▸ **Exercise instructions**
Reproduce exactly the lines below from the one containing "position:absolute; left:12px; top:1054px;" through the one containing "position:absolute; left:526px; top:998px;", including both, and nothing else.

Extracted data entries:
▬▬▬

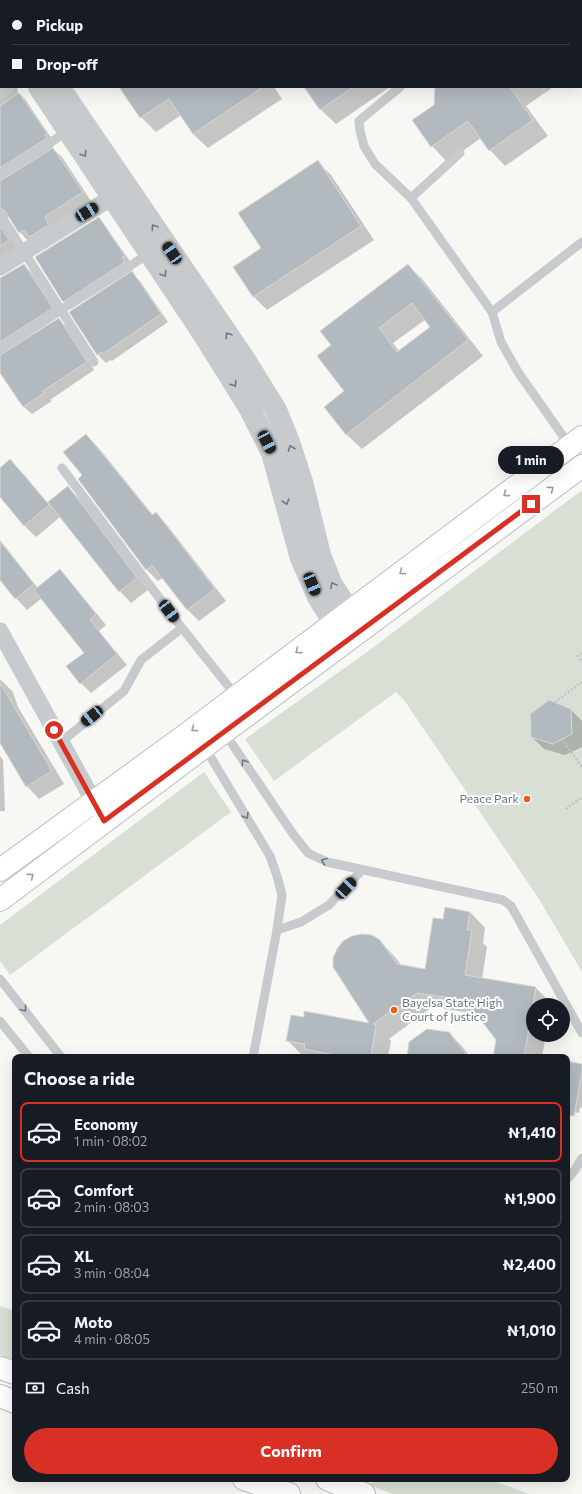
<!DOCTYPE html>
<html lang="en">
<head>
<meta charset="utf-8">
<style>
	:root { --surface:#171b24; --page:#20242c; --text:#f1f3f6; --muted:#9ea1a6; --line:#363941; --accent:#d93025 }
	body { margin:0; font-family:Commissioner,sans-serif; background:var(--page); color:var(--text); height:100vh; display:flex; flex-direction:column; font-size:15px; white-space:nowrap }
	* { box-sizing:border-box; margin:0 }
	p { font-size:13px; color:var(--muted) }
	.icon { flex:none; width:22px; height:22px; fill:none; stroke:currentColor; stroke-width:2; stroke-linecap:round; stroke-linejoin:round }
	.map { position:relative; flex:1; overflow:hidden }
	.drawer { position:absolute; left:12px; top:1054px; width:558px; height:428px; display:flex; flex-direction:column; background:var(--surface); border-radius:8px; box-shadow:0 4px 16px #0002 }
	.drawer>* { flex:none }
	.guide { position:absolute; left:0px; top:0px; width:582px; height:88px; box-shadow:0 4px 16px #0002; display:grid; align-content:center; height:88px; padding:0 12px; background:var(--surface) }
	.controls { position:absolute; left:526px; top:998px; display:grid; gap:8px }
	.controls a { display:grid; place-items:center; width:44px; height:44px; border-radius:50%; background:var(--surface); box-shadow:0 4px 16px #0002; font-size:20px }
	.end { position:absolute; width:18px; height:18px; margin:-9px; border:5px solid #d93025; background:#fff; box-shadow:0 0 0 2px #fff }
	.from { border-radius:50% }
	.bubble { position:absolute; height:28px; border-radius:14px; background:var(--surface); box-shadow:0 4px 16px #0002; font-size:13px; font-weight:700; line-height:28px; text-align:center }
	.car { position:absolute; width:12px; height:24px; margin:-12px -6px; border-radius:5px; box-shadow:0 0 3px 1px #0007; background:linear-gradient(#222 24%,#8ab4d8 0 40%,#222 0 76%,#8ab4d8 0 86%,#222 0) }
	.guide b { display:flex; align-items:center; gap:14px; height:38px; font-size:15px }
	.guide b+b { border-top:1px solid var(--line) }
	.guide i { width:10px; height:10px; background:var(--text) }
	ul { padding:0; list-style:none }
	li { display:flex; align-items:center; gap:12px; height:60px; margin:0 8px 6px; padding:0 4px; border:2px solid var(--line); border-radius:8px }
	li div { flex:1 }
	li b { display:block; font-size:15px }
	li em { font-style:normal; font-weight:700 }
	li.current { border-color:var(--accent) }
	li>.icon { width:36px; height:36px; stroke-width:1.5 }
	h2 { padding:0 12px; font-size:18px; line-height:48px }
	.pay { display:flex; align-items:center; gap:10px; height:44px; padding:0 12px; font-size:15px }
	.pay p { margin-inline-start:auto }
	.button { display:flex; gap:8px; margin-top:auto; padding:8px 12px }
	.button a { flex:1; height:46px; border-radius:24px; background:var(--accent); color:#fff; font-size:16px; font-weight:700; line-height:46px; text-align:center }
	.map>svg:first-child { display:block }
	.green { fill:#d8e0d5 }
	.shadow { fill:#0003; fill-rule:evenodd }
	.building { fill:#b2b9bf; stroke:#d9d9d6; fill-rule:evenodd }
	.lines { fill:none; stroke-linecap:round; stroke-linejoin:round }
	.secondary-casing { stroke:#b9bec3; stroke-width:24 }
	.path { stroke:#c0c2c5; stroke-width:2.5; stroke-dasharray:2 2; stroke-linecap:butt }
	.service { stroke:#c7cbce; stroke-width:9 }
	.minor { stroke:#c7cbce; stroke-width:17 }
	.tertiary { stroke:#c7cbce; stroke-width:22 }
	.secondary { stroke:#fff; stroke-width:22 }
	.oneway { stroke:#69798c }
	.oneway2 { stroke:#929eac }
	.route { stroke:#d93025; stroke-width:5 }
	.poi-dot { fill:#f15a1a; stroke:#fff; stroke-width:1.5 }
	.labels { text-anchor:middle; stroke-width:4; stroke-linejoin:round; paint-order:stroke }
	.poi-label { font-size:12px; fill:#647588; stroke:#fff; text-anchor:end }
</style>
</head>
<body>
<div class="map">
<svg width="582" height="1494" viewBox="0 0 582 1494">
	<rect width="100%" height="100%" fill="#f7f7f4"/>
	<g class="green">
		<path d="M582,490v482l-43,-73 -135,-199 -8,-8 -122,89 -29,-42 122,-87z"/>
		<path d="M204,772l27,40 -221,163 -10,-14v-36z"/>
		<path d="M0,1306l15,5v49l-15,-5z"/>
		<path d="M373,1479h115l41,15h-136l-22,-8z"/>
	</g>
	<g class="shadow">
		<path d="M61,0h121l1,1h-121z"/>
		<path d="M392,0h119l-1,1z"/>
		<path d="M0,62l1,25h16l1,3 -1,1 8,8 29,43 -2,1 2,3 -2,2 10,9 29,44 -63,40 -8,-9 -10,-15h-5l12,31 -17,11z"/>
		<path d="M120,87h154l8,12 -74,49 -15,-14 -12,-19 -25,17 -15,-15z"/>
		<path d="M305,87h85l-54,37 -16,-15z"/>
		<path d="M437,87h116l-27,19 22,30 -43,30 -15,-16 -9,-12 -34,24 -15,-16z"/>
		<path d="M318,162l13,13 43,65 -107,70 -14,-14 10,-47z"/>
		<path d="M98,219l8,8 26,37 -2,1 3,5 -62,39 -7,-8z"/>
		<path d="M24,265l8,8 28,43 -55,36 -3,4 57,-36 8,7 27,43 -44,30 2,1 -20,13 -8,-7 -24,-36v-92z"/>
		<path d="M408,265l15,15 60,76 -121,93 -16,-15 -1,-43 -12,-46zM425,320l6,8 -32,23 -6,-8z"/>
		<path d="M132,273l8,8 28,41 -56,39 -2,-1 -4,3 -8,-8 -27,-43z"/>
		<path d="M86,435l12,12 55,68 3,-2 11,12 59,76 -27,20 -11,-11 -25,-32 -5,3 -11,-11 -68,-91 4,-4z"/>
		<path d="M10,461l12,11 26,31 20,-15 12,11 68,91 -17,13 -11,-12 -60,-74 -24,20 -12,-12 -24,-30v-26z"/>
		<path d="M0,540l38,48 22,-17 10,10 36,44 -7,6 28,34 -36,28 -10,-10 4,-30 -43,-55 -15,12 -11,-12 -16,-19z"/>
		<path d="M0,679l13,13 5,15 46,77 -25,15 -12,-13 -27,-45z"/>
		<path d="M571,710l11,11v26l-17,8 -21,-6 -12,-12z"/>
		<path d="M0,756l3,4 2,51h-5z"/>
		<path d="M470,912l15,16 -2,15 4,4 -5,32 54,9 15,15v2h-18v30h13l-4,22h-48l3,-18 -19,-25 -46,-7 -43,32 2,2 -3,16h-77l-9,-2 -15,-15 84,-15 9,-84 15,16 7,9 24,4 18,-49z"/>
		<path d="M449,1033l12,12 9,12h-62z"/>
		<path d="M567,1065l15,5v38l-2,-1 -1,6 -12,-2z"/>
	</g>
	<g class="building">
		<path d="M119,87h144l-70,47 -24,-35 -29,19z"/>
		<path d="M304,87h49l-33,23z"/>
		<path d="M435,87h75l23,33 -44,31 -21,-30 -37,26 -19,-27 22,-15z"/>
		<path d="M19,93l28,40 -2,2 2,3 -47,30v-62z"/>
		<path d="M53,148l30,44 -37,24 -1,2 4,7 -20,12 -5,-7 -5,3 -14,-22 -5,-3v-27z"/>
		<path d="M318,160l43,66 -108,71 -20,-30 28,-19 -23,-35z"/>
		<path d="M99,217l26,39 -3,1 3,5 -62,40 -28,-45z"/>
		<path d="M0,225l9,15 -9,6z"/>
		<path d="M24,264l29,44 -53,34v-64z"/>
		<path d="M408,264l60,76 -122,95 -22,-28 20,-16 -27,-35 14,-11 -11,-14zM412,303l18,24 -33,25 -18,-24z"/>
		<path d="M132,271l29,43 -58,40 -1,-2 -5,3 -28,-43z"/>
		<path d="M59,318l28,44 -44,29 1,2 -21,14 -23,-34v-18z"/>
		<path d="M86,434l66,81 4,-3 59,77 -28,21 -35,-45 -6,5 -68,-91 4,-4 -19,-23z"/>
		<path d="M10,459l39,46 -25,21 -24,-29v-29z"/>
		<path d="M68,486l69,92 -18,14 -71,-90z"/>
		<path d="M0,541l34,43 -19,15 -15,-19z"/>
		<path d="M60,569l36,45 -6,6 27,34 -37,30 -14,-18 18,-13 -50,-63z"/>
		<path d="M0,683l52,88 -26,16 -26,-44z"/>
		<path d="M549,700l22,9 1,25 -19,10 -22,-7 -1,-23z"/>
		<path d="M445,907l25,5 -3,18h5l-7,45 71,12 -12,70h-31l3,-17 -30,-40 -49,-7 -44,31 3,1 -5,32h-25l-42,-8 1,-5 -19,-3 5,-26 13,2v-6l65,12 -36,-56v-9l4,-9 6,-8 9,-5 10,-2 10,1 8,5 17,24 28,5 8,-51 10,1z"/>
		<path d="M427,1029l22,3 19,25h-61l2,-15z"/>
		<path d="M567,1061l15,3v8l-8,44 -7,-1z"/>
	</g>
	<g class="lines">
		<g class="secondary-casing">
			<g id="secondary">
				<path d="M0,870l187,-136 395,-297"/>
				<path d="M0,900l224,-168 358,-266"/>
				<path d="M0,1368l15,5"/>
				<path d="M0,1396l15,6"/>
				<path d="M244,1479l45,15"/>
				<path d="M327,1479l37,15"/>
			</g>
		</g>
		<g class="path">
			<path d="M582,653l-4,3 4,6"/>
			<path d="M555,702l27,-20"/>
			<path d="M562,739l20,28"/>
			<path d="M566,809l16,-12"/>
		</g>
		<g class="service">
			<path d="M562,0l1,1"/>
			<path d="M581,24l1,1"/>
			<path d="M581,66h1"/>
			<path d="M400,87l-41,34 1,10 4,15 11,18 36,34 81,114"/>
			<path d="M544,88l2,-1"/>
			<path d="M0,94l11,-7"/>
			<path d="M0,175l68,-44"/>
			<path d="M411,198l49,-45"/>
			<path d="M0,214l94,148"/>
			<path d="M0,349l150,-96"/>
			<path d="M570,446l-52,-74 -17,-30 -9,-30 90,-70"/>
			<path d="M62,468l116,155 59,74"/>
			<path d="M224,732l69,102 15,19 19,9 176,38 8,6 71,127"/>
			<path d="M61,742l63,-51 17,-31 41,-32"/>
			<path d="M204,746l66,110 7,20 5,19 -5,35 -24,127"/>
			<path d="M277,930l24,-8 28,-17 33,-35"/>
			<path d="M0,979l61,78"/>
			<path d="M0,1021l29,36"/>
			<path d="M567,1179l8,-9 7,-12"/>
		</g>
		<g class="minor">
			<path d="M0,267l122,-76"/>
			<path d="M0,631l99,180"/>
		</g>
		<g class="tertiary">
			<path d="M1,0v1"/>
			<path d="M0,28l1,2"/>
			<path d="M39,87l165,248 46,74 22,44 29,105 17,39 26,42"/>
			<path d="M59,87l184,270 33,53 13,32 13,40 18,73 12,30 18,27 12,13"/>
		</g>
		<use href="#secondary" class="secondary"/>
	</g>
	<defs><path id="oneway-chevron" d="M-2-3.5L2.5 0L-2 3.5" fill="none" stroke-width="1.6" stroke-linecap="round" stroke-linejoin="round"/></defs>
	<g class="oneway">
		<use href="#oneway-chevron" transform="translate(84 154) rotate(56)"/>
		<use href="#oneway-chevron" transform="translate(154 227) rotate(-124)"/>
		<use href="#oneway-chevron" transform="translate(164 274) rotate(56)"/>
		<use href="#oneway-chevron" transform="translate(228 335) rotate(-124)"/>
		<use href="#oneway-chevron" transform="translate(234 384) rotate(58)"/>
		<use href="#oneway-chevron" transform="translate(291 448) rotate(-109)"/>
		<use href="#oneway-chevron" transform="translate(286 502) rotate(75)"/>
		<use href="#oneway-chevron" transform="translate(333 585) rotate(-118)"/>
		<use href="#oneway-chevron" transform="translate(244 762) rotate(-124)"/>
		<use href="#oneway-chevron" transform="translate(246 816) rotate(59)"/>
		<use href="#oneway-chevron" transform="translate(324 861) rotate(-158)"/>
		<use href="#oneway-chevron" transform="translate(24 1009) rotate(52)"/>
	</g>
	<g class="oneway2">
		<use href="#oneway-chevron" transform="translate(551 489) rotate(-37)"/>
		<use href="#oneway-chevron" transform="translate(506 494) rotate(143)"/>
		<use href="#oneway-chevron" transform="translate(402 572) rotate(143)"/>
		<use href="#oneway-chevron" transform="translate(298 651) rotate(143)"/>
		<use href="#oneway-chevron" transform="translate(194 729) rotate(143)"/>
		<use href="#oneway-chevron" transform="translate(31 876) rotate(-37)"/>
	</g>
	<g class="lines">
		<path class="route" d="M54,730l50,91 427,-317"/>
	</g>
	<g class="poi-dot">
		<circle cx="527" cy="799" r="4"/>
		<circle cx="394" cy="1010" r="4"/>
	</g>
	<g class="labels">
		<g class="poi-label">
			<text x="519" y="803">Peace Park</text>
			<text x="402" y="1007" text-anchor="start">Bayelsa State High<tspan x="402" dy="14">Court of Justice</tspan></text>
		</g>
	</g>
</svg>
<div class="controls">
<a><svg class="icon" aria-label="locate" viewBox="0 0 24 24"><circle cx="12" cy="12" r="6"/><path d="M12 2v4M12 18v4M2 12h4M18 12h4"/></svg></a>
</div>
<i class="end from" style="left:54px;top:730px"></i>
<i class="end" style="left:531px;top:504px"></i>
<div class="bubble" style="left:498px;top:446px;width:66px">1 min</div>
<i class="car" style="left:87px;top:212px;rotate:58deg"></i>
<i class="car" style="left:172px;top:253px;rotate:326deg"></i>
<i class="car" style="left:267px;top:442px;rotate:153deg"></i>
<i class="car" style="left:312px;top:584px;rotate:157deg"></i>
<i class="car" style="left:169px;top:611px;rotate:143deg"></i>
<i class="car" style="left:92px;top:716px;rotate:231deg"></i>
<i class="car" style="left:346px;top:888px;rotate:43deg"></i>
<div class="guide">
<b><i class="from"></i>Pickup</b>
<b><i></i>Drop-off</b>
</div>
<section class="drawer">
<h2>Choose a ride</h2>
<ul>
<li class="current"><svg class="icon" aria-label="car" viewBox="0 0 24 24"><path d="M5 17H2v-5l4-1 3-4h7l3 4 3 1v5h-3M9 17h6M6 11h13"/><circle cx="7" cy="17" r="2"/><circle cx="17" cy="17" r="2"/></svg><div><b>Economy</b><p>1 min · 08:02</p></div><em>₦1,410</em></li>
<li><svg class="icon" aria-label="car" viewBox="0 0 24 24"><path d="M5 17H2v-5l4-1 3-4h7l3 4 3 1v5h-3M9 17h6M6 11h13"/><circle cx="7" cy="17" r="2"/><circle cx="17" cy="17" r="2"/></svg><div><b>Comfort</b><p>2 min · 08:03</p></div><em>₦1,900</em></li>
<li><svg class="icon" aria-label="car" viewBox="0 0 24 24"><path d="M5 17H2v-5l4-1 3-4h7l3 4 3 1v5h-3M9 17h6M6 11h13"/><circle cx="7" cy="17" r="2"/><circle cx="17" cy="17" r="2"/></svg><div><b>XL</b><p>3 min · 08:04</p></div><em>₦2,400</em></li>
<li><svg class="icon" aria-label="car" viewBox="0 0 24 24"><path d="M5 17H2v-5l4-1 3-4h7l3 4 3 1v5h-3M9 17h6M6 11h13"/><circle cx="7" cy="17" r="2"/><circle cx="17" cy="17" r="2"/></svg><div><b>Moto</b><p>4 min · 08:05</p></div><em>₦1,010</em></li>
</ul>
<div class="pay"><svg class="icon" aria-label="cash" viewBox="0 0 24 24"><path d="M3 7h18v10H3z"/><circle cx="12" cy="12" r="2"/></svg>Cash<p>250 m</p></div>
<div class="button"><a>Confirm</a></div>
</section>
</div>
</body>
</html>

▬▬▬

▸ **Task answer**
	.drawer { position:absolute; left:12px; top:1054px; width:558px; height:428px; display:flex; flex-direction:column; background:var(--surface); border-radius:8px; box-shadow:0 4px 16px #0002 }
	.drawer>* { flex:none }
	.guide { position:absolute; left:0px; top:0px; width:582px; height:88px; box-shadow:0 4px 16px #0002; display:grid; align-content:center; height:88px; padding:0 12px; background:var(--surface) }
	.controls { position:absolute; left:526px; top:998px; display:grid; gap:8px }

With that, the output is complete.